Even with replay protection, network retries can cause duplicate deliveries. Use the event ID to deduplicate:

async function processWebhook(eventId, payload) {
  const alreadyProcessed = await WebhookEvent.findOne({ where: { eventId } });
  if (alreadyProcessed) return { status: 'already_processed' };

  await WebhookEvent.create({ eventId, processedAt: new Date() });
  // process payload
}

Step 5: Respond Quickly, Process Asynchronously

Webhook providers expect a fast response (usually within 5-30 seconds). For any processing that might take longer, acknowledge immediately and process in the background:

app.post('/webhooks/github', verifySignatureMiddleware, async (req, res) => {
  // Acknowledge immediately
  res.status(200).json({ received: true });

  // Process asynchronously
  await queue.publish('webhook-events', req.body);
});

PandaStack's GitHub integration uses this pattern — deployment webhooks are acknowledged instantly and queued for processing.

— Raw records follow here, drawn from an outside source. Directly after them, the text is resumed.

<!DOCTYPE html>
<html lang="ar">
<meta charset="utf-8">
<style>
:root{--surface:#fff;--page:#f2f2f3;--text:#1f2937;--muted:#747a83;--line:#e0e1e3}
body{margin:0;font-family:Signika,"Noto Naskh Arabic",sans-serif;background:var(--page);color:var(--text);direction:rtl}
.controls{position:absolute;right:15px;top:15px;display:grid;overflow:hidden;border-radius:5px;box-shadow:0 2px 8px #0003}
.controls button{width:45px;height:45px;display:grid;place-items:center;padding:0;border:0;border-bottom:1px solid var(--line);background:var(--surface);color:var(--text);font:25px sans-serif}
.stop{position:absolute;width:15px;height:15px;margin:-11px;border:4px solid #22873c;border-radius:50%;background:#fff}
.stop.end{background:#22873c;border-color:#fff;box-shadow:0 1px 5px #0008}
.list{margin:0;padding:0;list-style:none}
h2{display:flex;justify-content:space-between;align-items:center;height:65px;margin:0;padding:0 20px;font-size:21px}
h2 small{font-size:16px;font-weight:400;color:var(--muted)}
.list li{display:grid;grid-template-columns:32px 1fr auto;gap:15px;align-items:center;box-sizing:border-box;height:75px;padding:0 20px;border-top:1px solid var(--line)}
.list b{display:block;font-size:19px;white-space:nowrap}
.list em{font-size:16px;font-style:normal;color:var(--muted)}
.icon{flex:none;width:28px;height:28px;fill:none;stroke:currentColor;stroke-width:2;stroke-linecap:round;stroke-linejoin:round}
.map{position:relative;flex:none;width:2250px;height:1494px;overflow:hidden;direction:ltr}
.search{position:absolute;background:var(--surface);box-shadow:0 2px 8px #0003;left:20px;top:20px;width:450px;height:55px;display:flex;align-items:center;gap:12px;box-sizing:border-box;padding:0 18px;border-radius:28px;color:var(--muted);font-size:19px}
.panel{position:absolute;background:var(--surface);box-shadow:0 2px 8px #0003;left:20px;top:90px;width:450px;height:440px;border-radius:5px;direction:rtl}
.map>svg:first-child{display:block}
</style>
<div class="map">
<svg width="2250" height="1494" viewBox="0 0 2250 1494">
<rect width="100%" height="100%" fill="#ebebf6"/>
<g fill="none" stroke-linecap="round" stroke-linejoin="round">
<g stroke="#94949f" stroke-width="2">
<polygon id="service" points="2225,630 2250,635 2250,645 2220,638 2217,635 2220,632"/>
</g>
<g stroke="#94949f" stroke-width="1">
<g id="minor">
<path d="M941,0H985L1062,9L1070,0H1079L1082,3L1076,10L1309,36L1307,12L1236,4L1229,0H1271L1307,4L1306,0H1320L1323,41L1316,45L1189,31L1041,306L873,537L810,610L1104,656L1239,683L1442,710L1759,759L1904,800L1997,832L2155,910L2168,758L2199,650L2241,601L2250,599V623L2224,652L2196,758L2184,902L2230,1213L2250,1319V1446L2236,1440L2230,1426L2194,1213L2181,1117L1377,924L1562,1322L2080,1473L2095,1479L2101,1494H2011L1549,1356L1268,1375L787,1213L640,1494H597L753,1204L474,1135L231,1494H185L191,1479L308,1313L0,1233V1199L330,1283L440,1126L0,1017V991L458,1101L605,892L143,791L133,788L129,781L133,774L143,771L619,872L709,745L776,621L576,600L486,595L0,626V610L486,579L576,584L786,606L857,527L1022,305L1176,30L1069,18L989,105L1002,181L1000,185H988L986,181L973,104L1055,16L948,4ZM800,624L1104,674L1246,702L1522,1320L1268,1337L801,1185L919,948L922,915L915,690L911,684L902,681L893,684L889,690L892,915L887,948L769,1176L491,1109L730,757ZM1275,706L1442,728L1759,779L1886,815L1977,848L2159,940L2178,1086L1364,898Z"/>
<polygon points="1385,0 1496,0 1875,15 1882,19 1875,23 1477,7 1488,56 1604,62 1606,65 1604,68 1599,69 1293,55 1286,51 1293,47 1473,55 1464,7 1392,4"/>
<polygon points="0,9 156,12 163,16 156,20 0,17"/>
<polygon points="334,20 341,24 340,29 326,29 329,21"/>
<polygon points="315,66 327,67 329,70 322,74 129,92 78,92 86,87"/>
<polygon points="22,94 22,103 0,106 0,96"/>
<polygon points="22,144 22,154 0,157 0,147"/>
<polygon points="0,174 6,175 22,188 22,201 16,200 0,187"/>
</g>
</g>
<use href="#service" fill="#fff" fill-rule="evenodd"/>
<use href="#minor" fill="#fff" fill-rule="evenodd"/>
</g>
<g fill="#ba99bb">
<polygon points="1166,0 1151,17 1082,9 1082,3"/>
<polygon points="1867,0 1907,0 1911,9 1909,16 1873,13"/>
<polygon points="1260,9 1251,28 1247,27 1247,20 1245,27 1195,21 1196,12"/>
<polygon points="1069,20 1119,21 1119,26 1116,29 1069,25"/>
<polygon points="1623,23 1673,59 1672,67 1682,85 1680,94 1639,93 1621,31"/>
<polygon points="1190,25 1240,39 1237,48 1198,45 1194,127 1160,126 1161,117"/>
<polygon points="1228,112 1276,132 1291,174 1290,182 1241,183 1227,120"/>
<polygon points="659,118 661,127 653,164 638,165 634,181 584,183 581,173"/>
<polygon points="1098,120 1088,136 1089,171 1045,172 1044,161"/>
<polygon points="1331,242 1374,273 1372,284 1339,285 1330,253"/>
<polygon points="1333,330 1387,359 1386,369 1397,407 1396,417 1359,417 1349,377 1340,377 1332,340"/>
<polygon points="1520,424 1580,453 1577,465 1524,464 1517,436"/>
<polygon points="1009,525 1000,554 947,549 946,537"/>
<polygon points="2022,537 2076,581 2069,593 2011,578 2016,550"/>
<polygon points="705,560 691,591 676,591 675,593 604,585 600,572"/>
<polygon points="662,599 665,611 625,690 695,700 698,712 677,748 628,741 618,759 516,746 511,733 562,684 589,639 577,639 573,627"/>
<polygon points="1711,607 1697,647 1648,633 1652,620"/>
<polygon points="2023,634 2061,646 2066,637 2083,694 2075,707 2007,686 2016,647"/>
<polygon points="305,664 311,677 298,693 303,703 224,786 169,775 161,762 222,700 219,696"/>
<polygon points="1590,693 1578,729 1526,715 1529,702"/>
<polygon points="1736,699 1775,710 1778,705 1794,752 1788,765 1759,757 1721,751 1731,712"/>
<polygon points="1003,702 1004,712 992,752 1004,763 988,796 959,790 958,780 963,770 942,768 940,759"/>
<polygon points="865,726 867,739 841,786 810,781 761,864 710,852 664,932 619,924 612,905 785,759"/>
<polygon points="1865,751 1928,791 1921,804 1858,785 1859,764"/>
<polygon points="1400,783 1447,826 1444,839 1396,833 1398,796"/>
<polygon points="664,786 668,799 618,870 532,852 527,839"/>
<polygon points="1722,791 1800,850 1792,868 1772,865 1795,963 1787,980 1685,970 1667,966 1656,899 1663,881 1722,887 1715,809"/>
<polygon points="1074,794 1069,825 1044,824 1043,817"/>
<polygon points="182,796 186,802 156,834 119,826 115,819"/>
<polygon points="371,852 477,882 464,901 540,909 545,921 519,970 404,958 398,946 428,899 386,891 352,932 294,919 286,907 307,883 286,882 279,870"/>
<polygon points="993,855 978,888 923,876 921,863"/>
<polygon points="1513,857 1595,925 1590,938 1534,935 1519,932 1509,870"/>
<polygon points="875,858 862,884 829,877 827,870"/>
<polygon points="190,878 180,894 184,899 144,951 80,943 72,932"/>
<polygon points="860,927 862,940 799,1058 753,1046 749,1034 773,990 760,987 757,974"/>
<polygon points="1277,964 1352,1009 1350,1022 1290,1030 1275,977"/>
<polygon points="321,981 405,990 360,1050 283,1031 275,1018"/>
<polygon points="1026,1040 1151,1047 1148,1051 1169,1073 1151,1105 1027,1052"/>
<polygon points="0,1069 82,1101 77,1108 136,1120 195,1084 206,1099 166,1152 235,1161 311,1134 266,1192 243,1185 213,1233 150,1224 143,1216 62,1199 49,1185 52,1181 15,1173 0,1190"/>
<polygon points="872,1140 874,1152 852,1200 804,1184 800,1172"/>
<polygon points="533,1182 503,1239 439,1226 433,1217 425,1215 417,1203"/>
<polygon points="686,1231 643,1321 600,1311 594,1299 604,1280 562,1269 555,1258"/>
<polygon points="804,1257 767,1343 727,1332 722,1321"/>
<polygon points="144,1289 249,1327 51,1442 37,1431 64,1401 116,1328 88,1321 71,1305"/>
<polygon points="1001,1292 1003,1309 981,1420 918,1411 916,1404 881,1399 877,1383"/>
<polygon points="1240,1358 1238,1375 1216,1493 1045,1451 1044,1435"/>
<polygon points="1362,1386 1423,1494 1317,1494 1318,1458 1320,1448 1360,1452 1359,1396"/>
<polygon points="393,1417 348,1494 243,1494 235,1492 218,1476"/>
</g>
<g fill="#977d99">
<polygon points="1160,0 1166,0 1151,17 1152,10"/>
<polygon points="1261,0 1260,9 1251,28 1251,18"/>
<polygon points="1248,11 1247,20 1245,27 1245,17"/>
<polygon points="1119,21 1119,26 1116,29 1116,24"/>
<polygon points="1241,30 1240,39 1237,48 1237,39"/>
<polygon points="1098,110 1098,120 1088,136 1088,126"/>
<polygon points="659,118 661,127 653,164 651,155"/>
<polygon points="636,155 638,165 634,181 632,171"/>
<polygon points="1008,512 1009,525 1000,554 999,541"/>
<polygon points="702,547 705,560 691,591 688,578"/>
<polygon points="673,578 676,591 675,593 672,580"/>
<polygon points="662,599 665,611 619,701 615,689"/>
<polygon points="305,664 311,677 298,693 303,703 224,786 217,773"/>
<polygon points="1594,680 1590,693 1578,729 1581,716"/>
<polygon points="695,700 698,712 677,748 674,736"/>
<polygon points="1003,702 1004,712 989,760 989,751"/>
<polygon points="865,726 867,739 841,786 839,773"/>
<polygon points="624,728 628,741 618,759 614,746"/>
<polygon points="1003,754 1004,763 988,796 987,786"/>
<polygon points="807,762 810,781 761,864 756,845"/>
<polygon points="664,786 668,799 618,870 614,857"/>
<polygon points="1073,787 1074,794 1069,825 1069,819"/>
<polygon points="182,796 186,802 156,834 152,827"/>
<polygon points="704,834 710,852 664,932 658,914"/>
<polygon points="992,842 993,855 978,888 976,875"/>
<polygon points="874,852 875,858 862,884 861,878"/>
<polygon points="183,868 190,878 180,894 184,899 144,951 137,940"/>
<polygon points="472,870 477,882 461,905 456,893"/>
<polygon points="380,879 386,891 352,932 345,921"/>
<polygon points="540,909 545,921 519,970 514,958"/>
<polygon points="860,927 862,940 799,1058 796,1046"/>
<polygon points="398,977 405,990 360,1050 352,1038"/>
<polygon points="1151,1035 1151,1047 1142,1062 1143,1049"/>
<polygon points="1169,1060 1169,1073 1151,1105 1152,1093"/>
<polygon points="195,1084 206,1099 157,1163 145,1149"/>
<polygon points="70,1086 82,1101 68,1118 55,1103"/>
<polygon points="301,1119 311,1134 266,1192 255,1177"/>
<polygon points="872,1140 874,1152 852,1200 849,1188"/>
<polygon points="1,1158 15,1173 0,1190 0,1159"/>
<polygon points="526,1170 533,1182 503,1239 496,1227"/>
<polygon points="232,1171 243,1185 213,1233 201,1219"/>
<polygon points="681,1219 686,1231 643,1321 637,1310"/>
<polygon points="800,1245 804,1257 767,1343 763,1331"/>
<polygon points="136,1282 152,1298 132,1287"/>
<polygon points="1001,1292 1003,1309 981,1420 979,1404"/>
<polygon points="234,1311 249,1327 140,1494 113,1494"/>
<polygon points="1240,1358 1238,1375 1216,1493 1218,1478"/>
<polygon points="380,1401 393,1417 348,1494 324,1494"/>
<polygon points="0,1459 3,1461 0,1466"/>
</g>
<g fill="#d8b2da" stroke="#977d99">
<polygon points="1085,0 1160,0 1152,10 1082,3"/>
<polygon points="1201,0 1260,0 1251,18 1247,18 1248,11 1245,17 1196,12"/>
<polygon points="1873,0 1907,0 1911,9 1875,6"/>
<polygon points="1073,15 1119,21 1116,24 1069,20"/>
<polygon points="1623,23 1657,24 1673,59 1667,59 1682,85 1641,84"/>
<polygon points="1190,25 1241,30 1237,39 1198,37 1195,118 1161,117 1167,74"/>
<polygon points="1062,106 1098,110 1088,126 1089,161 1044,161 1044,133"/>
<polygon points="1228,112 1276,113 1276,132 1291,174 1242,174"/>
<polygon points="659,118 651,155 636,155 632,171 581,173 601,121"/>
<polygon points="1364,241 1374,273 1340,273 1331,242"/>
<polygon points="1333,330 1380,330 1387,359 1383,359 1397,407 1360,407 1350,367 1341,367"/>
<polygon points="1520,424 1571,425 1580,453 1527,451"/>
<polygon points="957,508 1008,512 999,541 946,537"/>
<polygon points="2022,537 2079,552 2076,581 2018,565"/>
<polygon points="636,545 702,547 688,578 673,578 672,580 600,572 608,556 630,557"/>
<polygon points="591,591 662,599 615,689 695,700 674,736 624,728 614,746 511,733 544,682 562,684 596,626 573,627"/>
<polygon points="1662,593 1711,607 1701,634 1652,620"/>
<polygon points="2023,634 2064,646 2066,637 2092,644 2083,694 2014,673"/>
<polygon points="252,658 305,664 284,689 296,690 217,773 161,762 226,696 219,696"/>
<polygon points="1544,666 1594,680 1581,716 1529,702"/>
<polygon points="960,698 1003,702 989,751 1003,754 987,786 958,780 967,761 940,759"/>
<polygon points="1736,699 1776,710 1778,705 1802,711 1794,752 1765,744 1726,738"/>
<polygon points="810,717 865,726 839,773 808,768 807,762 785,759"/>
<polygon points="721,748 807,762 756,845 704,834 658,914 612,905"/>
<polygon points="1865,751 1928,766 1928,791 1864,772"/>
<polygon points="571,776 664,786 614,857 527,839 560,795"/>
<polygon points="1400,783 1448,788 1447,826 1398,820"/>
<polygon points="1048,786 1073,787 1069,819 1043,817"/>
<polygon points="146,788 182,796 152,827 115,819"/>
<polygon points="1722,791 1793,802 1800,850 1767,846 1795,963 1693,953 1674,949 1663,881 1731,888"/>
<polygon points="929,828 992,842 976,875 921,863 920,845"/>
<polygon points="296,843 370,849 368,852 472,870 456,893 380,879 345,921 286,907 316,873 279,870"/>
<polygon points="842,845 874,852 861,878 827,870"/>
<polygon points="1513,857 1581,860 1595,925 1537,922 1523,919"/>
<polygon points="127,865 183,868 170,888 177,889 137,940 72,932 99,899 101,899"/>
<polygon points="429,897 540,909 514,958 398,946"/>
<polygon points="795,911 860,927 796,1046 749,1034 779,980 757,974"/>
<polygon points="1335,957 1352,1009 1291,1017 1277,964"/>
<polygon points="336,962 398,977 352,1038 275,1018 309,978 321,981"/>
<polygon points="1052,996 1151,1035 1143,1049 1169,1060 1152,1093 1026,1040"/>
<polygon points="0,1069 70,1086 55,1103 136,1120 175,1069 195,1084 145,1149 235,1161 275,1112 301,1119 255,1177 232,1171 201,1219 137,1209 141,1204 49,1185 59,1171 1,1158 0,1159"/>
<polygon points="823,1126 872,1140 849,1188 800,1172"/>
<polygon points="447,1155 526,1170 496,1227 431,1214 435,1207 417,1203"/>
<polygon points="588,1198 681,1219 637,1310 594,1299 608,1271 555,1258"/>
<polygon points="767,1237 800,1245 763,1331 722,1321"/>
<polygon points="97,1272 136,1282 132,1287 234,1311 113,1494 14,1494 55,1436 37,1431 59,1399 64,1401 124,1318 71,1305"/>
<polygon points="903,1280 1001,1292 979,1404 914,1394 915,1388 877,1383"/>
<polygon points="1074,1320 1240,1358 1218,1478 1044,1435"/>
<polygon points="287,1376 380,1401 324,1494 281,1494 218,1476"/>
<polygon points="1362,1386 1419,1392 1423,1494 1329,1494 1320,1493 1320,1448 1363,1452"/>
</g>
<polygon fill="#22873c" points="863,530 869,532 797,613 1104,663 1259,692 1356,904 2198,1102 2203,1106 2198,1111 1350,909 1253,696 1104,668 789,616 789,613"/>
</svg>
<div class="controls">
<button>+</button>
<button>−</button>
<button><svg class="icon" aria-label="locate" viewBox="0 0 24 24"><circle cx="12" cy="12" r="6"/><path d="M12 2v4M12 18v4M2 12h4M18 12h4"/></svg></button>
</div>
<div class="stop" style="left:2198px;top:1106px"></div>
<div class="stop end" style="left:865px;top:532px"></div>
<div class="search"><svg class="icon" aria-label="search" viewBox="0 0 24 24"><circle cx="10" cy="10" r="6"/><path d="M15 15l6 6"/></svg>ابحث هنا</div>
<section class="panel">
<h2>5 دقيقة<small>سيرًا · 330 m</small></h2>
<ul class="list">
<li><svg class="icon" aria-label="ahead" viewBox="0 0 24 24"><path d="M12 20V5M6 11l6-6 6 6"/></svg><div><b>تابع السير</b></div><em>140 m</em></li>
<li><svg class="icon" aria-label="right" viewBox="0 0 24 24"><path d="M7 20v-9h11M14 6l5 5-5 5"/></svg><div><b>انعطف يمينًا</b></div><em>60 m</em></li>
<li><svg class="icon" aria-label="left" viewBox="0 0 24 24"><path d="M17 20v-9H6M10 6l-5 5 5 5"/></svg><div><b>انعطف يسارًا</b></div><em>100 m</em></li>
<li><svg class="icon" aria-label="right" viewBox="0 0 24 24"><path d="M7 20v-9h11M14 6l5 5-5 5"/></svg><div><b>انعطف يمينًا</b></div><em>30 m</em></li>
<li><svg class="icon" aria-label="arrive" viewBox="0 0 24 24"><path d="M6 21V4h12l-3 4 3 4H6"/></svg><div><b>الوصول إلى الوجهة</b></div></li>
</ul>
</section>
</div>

Step 6: Use HTTPS and Restrict IPs

Your webhook endpoint must use HTTPS. Additionally, many providers publish their IP ranges — allowlisting those ranges adds a network-level layer of defense.

# Example: GitHub's IP ranges
curl https://api.github.com/meta | jq '.hooks'

Step 7: Log All Webhook Events

Log every received event with its ID, source, verification result, and processing outcome. This is invaluable for debugging and incident investigation.

logger.info({
  eventId: payload.id,
  source: 'github',
  event: req.headers['x-github-event'],
  verified: true,
  timestamp: new Date().toISOString(),
});

Webhooks and PandaStack

PandaStack's GitHub integration uses webhook signatures to securely receive push and PR events, triggering builds and deployments. Set up GitHub integration and webhook-based deployments via:

npm install -g @pandastack/cli
panda integration:connect github

Configure everything at [dashboard.pandastack.io](https://dashboard.pandastack.io). Full documentation at [docs.pandastack.io](https://docs.pandastack.io).

Summary

Secure webhooks require: signature verification using HMAC, constant-time comparison to prevent timing attacks, timestamp validation to prevent replay attacks, idempotency keys to handle duplicate delivery, fast acknowledgment with async processing, HTTPS, and comprehensive logging.